With new technologies such as film digitizers straining to bridge the gaps between the analog and digital modalities, it's hard to know where to make a stand for an article dealing with a topic this big. The recent phase-out of film products at the Greenwood, S.C.-based FujiFilm Medical Systems provided the a great lead-in to ask imaging professionals where they saw the industry evolving in the coming years. It was intriguing to watch imaging professionals break down into various camps of thought, some backing a fully-digital imaging suite in under ten years, while others resolute in their belief that analog technology and their users will take considerably longer to phase into the digital mainstream.

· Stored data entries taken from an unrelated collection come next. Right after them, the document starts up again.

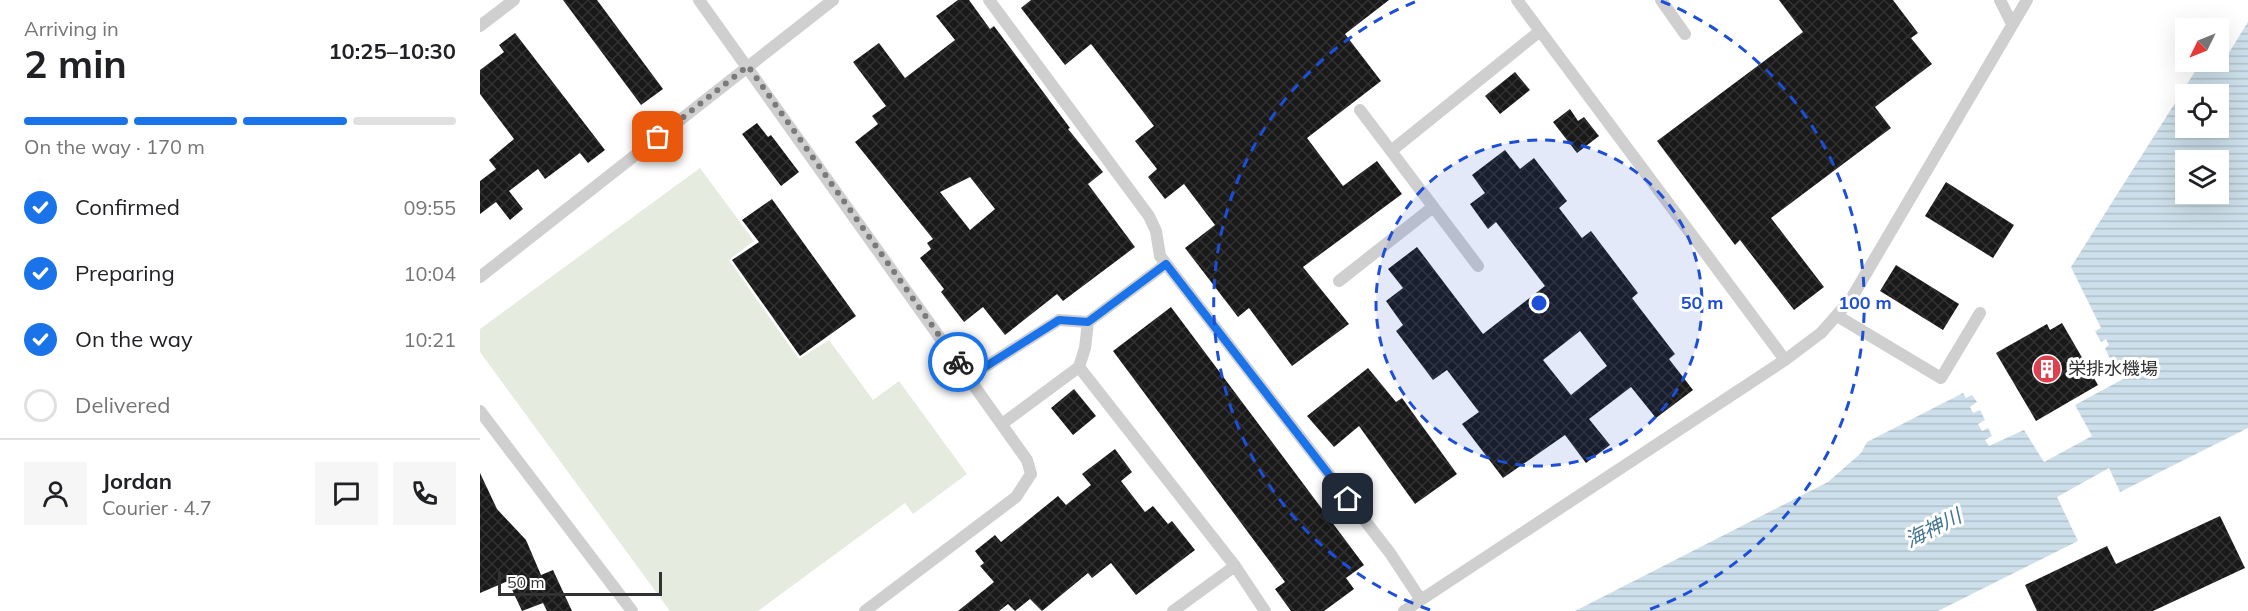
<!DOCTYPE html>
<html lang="en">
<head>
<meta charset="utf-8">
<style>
  :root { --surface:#fff; --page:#f6f6f6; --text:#202124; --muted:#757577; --line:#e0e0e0; --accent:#1a73e8 }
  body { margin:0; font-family:Mulish,"Noto Sans JP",sans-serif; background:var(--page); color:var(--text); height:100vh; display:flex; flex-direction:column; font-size:22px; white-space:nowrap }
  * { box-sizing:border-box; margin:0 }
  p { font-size:20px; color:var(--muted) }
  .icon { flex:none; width:33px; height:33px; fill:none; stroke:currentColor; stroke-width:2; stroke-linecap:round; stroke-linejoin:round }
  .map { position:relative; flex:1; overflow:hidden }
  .side { display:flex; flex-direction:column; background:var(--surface); width:480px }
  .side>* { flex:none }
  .needle { width:39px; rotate:227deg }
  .fabs { position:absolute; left:1695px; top:18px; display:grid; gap:12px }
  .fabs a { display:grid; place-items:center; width:54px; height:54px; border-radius:0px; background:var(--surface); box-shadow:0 6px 24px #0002; font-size:30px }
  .scale { position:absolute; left:18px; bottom:15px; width:164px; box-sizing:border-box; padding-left:6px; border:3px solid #323232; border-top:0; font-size:16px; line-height:21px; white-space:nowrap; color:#323232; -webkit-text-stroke:4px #fff; paint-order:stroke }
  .pin { position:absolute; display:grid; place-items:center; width:51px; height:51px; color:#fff; margin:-26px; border-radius:12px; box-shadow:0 3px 9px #0006 }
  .courier { position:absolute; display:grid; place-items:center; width:60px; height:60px; margin:-30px; border:4px solid #1a73e8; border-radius:50%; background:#fff; color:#222; box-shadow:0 2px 8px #0007 }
  .summary em { font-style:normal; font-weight:700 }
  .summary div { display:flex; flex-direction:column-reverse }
  .summary { display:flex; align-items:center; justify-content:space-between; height:102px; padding:0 24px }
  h1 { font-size:39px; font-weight:700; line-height:45px }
  .bar { display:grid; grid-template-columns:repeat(4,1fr); gap:9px 6px; align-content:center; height:72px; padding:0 24px }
  .bar i { height:8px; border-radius:4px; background:var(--line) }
  .bar .on { background:var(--accent) }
  .bar p { grid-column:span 4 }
  .line { display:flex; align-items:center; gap:15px; padding:0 24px; border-top:2px solid var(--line) }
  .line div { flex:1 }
  .round { display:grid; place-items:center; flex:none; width:63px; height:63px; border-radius:0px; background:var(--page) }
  ol { padding:0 24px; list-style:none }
  li { display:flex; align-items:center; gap:18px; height:66px }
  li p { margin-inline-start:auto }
  li .icon { padding:6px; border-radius:50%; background:var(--accent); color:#fff; stroke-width:4 }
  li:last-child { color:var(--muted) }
  li i { width:33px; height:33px; border:3px solid var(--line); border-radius:50% }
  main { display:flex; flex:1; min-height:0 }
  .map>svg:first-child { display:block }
  .grass { fill:#e5ebdf }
  .water { fill:url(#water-rules); fill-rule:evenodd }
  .building { fill:url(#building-cross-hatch); fill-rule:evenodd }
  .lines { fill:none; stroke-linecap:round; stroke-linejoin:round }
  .service { stroke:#cfcfcf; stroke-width:12 }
  .done { stroke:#7a7a7a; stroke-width:6; stroke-dasharray:0 10.8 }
  .route { stroke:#1a73e8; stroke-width:8 }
  .ring { fill:none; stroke:#1d4ed8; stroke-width:3; stroke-dasharray:10 8 }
  .labels { text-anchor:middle; stroke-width:6; stroke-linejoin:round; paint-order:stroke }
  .poi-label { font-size:18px; fill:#323232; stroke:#fff; text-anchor:start }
  .water-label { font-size:20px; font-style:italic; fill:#437492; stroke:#fff }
  .centre { fill:#1d4ed8; stroke:#fff; stroke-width:3 }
  .ring-label { font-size:18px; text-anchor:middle; font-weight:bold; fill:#1d4ed8; stroke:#fff; stroke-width:6; stroke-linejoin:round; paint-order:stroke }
</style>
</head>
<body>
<main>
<section class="side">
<div class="summary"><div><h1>2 min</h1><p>Arriving in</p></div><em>10:25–10:30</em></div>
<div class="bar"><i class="on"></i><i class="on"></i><i class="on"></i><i></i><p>On the way · 170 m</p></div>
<ol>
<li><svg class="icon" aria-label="check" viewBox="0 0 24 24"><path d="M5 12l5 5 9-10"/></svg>Confirmed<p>09:55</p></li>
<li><svg class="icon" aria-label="check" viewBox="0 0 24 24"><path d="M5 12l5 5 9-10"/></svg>Preparing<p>10:04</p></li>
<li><svg class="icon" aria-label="check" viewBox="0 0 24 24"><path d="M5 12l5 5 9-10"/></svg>On the way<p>10:21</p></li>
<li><i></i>Delivered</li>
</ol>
<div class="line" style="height:108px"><a class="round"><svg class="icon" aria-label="person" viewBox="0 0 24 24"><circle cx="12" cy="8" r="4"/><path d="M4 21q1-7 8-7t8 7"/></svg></a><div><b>Jordan</b><p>Courier · 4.7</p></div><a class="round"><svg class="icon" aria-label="chat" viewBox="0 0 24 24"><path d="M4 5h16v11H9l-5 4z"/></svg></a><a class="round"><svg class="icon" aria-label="phone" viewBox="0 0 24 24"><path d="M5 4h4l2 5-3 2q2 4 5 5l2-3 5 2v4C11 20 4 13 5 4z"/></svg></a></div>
</section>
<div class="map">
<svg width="1768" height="611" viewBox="0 0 1768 611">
  <defs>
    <pattern id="water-rules" width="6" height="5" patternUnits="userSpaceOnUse" patternTransform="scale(1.5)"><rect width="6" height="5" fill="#cddfea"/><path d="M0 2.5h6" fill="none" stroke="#b0c0c9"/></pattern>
    <pattern id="building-cross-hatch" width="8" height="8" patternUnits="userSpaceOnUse" patternTransform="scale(1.5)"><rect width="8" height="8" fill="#191919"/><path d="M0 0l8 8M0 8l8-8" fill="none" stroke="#323232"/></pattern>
  </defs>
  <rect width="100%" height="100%" fill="#fff"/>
  <path class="grass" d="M220,168L274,241L249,260L319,359L349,340L393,400L419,381L487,474L433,514L425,503L278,611H190L0,352V329Z"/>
  <path class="water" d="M1768,22V428L1640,492L1629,468L1577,497L1598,541L1458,611H1095L1348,482L1381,453L1387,442L1483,393L1486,398L1492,395L1497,402L1490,407L1493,413L1500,410L1505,420L1498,424L1502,431L1508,428L1512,436L1505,440L1509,446L1544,430L1564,462L1612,436L1595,405L1645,378L1642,371L1637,374L1632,365L1637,362L1634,356L1630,359L1625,348L1629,345L1626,339L1621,342L1615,331L1621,328L1591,267L1721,62H1738L1739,56L1745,59ZM1706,94H1738V128H1706ZM1706,160H1738V194H1706Z"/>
  <path class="building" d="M83,0H117L183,89L161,105Z
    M478,0H489L510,29L514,26L590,128L588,129L623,172L608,184L655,247L583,301L577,294L525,335L503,307L484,322L461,292L464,289L440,258L451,249L447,243L453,239L375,142L398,124L392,116L406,106L373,62L399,43L425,78L475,40L456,16ZM490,177L515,209L490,230L460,192Z
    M551,0H909L865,34L901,81L827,138L863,186L897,161L922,194L823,267L869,324L812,366L769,308L758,317L705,248L735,225L704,184L685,199L668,177L677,169L655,141L674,126L611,44L585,65L541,8Z
    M1299,0H1413L1438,33L1431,38L1452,64L1395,107L1411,128L1291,218L1344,287L1314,310L1260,240L1255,245L1177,141L1323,32Z
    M35,33L125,150L108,163L100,153L65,179L58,169L29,191L43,209L30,220L16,202L0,214V181L16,169L9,160L34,139L0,94V70L24,52L19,45Z
    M1035,72L1050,90L1020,114L1005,96Z
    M1090,109L1098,121L1104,117L1119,136L1097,153L1073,122Z
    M277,123L288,137L291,135L319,172L301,186L262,134Z
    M1025,150L1040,169L1054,158L1087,201L1079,208L1102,238L1111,231L1158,293L1152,298L1195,354L1189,359L1213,390L1176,418L1151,387L1109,419L1130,445L1106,463L1085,435L1023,478L982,424L999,412L967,370L953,380L916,331L923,325L906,301L923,288L908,269L937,247L1003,334L1065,286L1016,222L1008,229L990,204L1005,193L992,175ZM1100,331L1127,366L1091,395L1063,360Z
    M1466,182L1534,225L1513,258L1445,216Z
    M292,199L376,316L320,356L252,260L279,242L262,220Z
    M1416,265L1479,304L1463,330L1400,291Z
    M691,307L884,565L866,578L874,589L844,611H811L795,589L805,582L633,351Z
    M1582,323L1618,385L1556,421L1516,353L1567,324L1570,330Z
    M888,368L916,402L922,398L977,474L935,504L879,426L854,447L827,416Z
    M594,389L616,416L593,435L571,408Z
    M635,449L652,472L641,481L665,512L673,506L688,524L692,521L715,550L656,595L631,563L612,578L608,573L562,611L550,599L535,611L528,604L519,611H478L514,582L500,566L504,563L495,551L515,535L521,542L578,496L586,505L611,485L602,474Z
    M0,473L17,509L46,540L61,575L73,570L92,611H67L63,603L42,611L28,581L0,593Z
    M1740,516L1765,568L1673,611H1557L1545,585L1627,546L1636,564Z"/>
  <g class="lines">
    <path class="service" d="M219,0L547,460L551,474L536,497L385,611
      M509,0L669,216L676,231L680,256L910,553L941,600
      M1037,0L1305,360
      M1181,0L1205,34
      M1520,0L1532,24
      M0,26L34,0
      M880,110L998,266
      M911,151L1060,31
      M0,277L353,0
      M859,281L953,207
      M1359,317L1461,378L1500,313
      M599,367L755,566L785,611
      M489,377L579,320L608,322L686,264
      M0,411L152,611
      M522,424L599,367L605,348L608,322
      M693,611L755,566
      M924,611L1305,360L1341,333L1371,299L1547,0"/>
  </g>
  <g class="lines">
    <path class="done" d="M178,137L268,66L478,362"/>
    <path class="route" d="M478,362L489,377L579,320L608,322L686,264L868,499"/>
  </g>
  <circle cx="1059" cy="303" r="163" fill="#1d4ed8" fill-opacity=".12"/>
  <g class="ring">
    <circle cx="1059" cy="303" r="163"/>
    <path d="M950 610A326 326 0 0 1 937 1M1181 1A326 326 0 0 1 1168 610"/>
  </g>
  <defs>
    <g id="building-disc" transform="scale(1.5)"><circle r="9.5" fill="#de404d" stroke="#fff"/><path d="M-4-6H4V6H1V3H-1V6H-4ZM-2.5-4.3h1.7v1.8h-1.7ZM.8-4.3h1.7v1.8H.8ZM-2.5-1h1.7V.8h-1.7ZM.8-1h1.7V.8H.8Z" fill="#fff"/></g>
  </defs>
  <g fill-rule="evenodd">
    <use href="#building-disc" x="1567" y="369"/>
  </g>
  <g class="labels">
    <g class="poi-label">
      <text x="1588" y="375">栄排水機場</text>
    </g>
    <g class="water-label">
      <text transform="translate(1453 528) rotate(-27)" y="7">海神川</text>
    </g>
  </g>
  <circle cx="1059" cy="303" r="9" class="centre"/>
  <g class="ring-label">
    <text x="1222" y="309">50 m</text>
    <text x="1385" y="309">100 m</text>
  </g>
</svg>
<div class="fabs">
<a><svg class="needle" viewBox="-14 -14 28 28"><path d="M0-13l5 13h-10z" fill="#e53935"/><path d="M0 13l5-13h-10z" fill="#757577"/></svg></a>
<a><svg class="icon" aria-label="locate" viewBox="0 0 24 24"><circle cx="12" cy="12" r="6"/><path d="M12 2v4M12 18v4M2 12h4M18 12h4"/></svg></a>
<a><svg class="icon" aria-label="layers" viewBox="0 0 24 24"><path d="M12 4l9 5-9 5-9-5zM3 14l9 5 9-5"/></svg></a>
</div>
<div class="scale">50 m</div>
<div class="pin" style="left:178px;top:137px;background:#ea580c"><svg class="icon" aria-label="bag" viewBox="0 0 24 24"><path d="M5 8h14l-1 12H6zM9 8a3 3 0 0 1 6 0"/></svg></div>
<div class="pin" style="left:868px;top:499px;background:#1f2937"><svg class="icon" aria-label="home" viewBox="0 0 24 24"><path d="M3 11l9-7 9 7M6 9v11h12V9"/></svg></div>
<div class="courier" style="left:478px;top:362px"><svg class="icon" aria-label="bike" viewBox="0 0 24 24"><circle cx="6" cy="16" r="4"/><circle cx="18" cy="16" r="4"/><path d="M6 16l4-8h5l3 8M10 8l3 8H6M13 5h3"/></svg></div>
</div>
</main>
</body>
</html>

The article became much more than I had anticipated. Providing an outlet for a debate that professionals were aware of, but not addressing outright, seemed to draw in voices from opposite ends of the spectrum. Being a conduit for the collision of statistics, opinions, and voiced concerns allowed me to finally see that the 'digital evolution' is not as cut-and-dry as I previously thought. From what I have seen, analog may be down but definitely not out.

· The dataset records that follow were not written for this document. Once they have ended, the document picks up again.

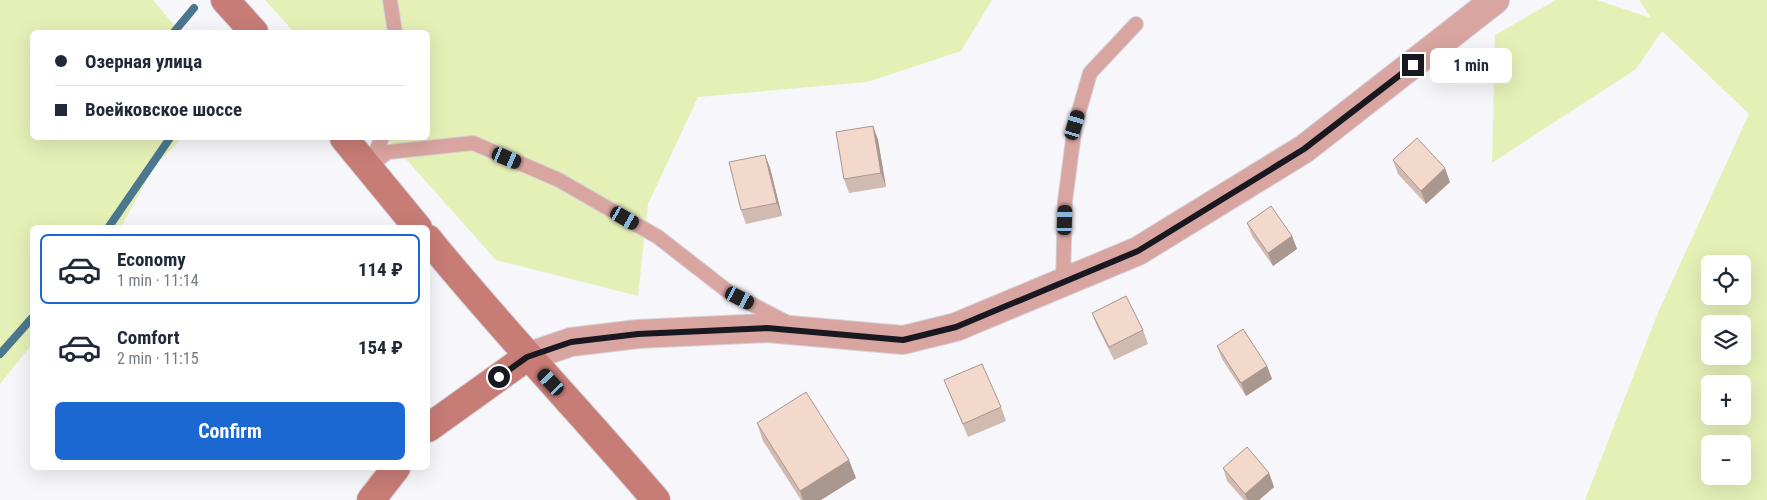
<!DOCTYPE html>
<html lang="en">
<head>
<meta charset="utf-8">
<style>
	:root { --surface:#fff; --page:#f6f6f7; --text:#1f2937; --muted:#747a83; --line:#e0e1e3; --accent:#1c68d3 }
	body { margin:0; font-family:"Roboto Condensed",sans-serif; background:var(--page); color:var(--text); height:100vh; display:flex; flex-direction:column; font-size:19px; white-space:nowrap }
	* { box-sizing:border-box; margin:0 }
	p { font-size:16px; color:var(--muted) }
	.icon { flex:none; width:28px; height:28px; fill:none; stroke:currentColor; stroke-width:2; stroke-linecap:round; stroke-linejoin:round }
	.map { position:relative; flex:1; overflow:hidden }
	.panel { position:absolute; left:30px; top:225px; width:400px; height:245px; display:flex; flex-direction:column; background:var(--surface); border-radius:8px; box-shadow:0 5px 20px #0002 }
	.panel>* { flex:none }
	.hud { position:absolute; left:30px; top:30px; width:400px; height:110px; border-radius:8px; box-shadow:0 5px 20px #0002; display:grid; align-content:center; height:110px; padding:0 25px; background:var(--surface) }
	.controls { position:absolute; left:1701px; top:255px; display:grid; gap:10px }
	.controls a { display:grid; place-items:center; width:50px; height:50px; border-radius:8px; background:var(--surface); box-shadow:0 5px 20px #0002; font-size:25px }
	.end { position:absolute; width:22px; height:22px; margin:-11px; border:6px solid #191821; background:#fff; box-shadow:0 0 0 2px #fff }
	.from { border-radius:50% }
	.bubble { position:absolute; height:35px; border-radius:8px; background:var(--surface); box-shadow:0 5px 20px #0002; font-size:16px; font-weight:700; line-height:35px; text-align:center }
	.car { position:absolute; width:15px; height:30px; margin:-15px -8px; border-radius:6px; box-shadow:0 0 4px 1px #0007; background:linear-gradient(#222 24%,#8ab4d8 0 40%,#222 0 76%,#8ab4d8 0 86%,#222 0) }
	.hud b { display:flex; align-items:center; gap:18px; height:48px; font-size:19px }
	.hud b+b { border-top:1px solid var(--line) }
	.hud i { width:12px; height:12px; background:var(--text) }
	ul { padding:9px 0 0; list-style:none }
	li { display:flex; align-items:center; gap:15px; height:70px; margin:0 10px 8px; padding:0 15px; border:2px solid transparent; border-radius:8px }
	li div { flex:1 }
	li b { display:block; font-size:19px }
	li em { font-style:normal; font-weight:700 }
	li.current { border-color:var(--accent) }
	li>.icon { width:45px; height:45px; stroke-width:1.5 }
	.button { display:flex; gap:10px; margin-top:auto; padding:10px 25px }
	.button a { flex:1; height:58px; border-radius:8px; background:var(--accent); color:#fff; font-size:20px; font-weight:700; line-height:58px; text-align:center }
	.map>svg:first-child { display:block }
	.green { fill:#e5f0b7; fill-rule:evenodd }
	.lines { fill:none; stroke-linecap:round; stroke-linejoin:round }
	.stream { stroke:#4b778f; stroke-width:8 }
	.service-casing { stroke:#d3d2d8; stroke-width:16 }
	.tertiary-casing { stroke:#d3d2d8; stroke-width:30 }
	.secondary-casing { stroke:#d3d2d8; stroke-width:30 }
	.service { stroke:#d9a5a0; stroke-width:14 }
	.tertiary { stroke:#d9a5a0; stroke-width:28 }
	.secondary { stroke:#c77c76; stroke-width:28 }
	.wall { fill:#d1baaf }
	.shaded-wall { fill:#aa978f }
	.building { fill:#f3d8cc; stroke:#aa978f }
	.route { stroke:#191821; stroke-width:6 }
</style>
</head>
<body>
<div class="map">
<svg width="1767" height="500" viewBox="0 0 1767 500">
	<rect width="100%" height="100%" fill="#f7f6fb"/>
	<g class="green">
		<path d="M0,0H153L180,32H32V138H182L154,167L121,227L32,228V344L0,384Z"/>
		<path d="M265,0H992L961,51L867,82L698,97L648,204L638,296L496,260L387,138H428V32H294Z"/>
		<path d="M1556,0H1597L1651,18L1639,0H1767V500H1585L1659,310L1749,114L1662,31L1636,69L1492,163L1495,35ZM1710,264H1742V296H1710ZM1710,324H1742V356H1710ZM1710,384H1742V416H1710ZM1710,444H1742V476H1710Z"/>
	</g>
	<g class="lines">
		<g class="stream">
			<path d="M174,32L194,8"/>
			<path d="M108,228L170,138"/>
			<path d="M0,354L32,318"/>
		</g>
		<defs>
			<g id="service">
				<path d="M390,0L395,32"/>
				<path d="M370,164L382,138"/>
				<path d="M368,167L388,152L473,143L559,180L658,237L730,293L788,323"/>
				<path d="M1063,283L1065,201L1075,125L1090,73L1136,24"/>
			</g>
			<path id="tertiary" d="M527,357L571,342L638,334L767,328L903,340L956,327L1138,251L1304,149L1495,0"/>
			<g id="secondary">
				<path d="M225,0L254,32"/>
				<path d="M344,138L418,228"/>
				<path d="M428,239C501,329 581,412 656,500"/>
				<path d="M428,428L527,357"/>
				<path d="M371,500L396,468"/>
			</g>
		</defs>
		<use href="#service" class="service-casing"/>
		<use href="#tertiary" class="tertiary-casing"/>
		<use href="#secondary" class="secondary-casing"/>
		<use href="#service" class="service"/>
		<use href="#tertiary" class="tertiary"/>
		<use href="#secondary" class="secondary"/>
	</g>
	<g class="wall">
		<path d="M873,126L878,140L886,187L849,193L844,179Z"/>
		<path d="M765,155L770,168L782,216L746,224L741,210Z"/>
		<path d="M1393,160L1450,182L1426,204L1398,174Z"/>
		<path d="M1247,223L1292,236L1297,249L1273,266L1252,236Z"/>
		<path d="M1092,313L1143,330L1148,344L1114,360L1097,326Z"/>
		<path d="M1217,346L1267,366L1272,379L1246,396L1222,359Z"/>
		<path d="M944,380L1001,407L1006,421L968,437Z"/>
		<path d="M757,423L856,478L821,500H801L763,441Z"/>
		<path d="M1223,468L1269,473L1274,487L1259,500H1244L1227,481Z"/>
	</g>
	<g class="shaded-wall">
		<path d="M873,126L878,140L886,187L881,173Z"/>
		<path d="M765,155L770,168L782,216L777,203Z"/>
		<path d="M1445,168L1450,182L1426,204L1421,191Z"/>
		<path d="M1292,236L1297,249L1273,266L1268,253Z"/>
		<path d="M1267,366L1272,379L1246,396L1241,383Z"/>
		<path d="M849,460L856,478L821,500H803L800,491Z"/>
		<path d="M1269,473L1274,487L1259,500H1247L1245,494Z"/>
	</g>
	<g class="building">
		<path d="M873,126L881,173L844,179L836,132Z"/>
		<path d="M1417,138L1445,168L1421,191L1393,160Z"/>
		<path d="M765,155L777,203L741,210L729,162Z"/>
		<path d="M1271,206L1292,236L1268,253L1247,223Z"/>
		<path d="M1126,296L1143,330L1109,347L1092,313Z"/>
		<path d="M1243,329L1267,366L1241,383L1217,346Z"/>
		<path d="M982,364L1001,407L963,424L944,380Z"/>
		<path d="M806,392L849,460L800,491L757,423Z"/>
		<path d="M1247,447L1269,473L1245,494L1223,468Z"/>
	</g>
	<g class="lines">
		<path class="route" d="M499,377L527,357L571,342L638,334L767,328L903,340L956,327L1138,251L1304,149L1413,65"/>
	</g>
</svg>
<div class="controls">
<a><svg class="icon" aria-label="locate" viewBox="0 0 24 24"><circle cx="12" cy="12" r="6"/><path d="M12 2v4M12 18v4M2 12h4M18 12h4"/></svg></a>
<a><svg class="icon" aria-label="layers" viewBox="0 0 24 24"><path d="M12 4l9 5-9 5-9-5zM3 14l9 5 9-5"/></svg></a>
<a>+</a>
<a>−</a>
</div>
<i class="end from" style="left:499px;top:377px"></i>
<i class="end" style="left:1413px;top:65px"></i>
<div class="bubble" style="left:1430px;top:48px;width:82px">1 min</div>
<i class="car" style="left:1075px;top:125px;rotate:17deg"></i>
<i class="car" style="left:507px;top:158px;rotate:113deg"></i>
<i class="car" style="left:625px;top:218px;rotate:120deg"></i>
<i class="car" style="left:1065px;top:220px;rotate:2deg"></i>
<i class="car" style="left:740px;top:298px;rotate:117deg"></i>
<i class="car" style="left:551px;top:382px;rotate:317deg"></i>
<div class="hud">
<b><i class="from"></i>Озерная улица</b>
<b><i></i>Воейковское шоссе</b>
</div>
<section class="panel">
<ul>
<li class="current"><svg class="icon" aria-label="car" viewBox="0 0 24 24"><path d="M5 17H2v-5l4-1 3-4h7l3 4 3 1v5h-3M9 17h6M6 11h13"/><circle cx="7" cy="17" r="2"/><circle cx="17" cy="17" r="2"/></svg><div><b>Economy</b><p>1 min · 11:14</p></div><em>114 ₽</em></li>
<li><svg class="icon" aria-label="car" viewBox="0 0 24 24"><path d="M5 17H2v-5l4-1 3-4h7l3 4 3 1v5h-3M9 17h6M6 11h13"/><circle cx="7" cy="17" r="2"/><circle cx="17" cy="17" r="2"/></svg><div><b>Comfort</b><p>2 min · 11:15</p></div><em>154 ₽</em></li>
</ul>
<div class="button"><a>Confirm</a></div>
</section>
</div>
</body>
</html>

With this in mind, where do you stand on the debate of digital changeover? How do you envision the future of imaging with this renewed competition between analog and digital modalities?



As one for the film camp, just let me say that digital has effectively ground my department to a screaming halt! Since we instaled a digital mammography system at my hospital three months ago (at the insistence of those pushing for better patient care) my staff and I have been effectively treading in a tar pit. The scans that have been coming back are giving false positives or general uncertainties on women who, after all the hastle, have nothing wrong wrong with them. Callbacks alone are causing significant delays, let alone the additional ultrasound rescheduling, scans, and follow-ups to assess something that I could have clearly said with the ol' film scan..."there's nothing there".
And in the middle of this is our paniced patient, bounced around from scan to scan, under a cloud of uncertainty. Bare in mind, digital was meant to improve patient care. I may be showing my age as an advocate of film, but there is something to be said about quality of the analog system. There weren't as many options as there are now, but this is looking like too much of a good thing.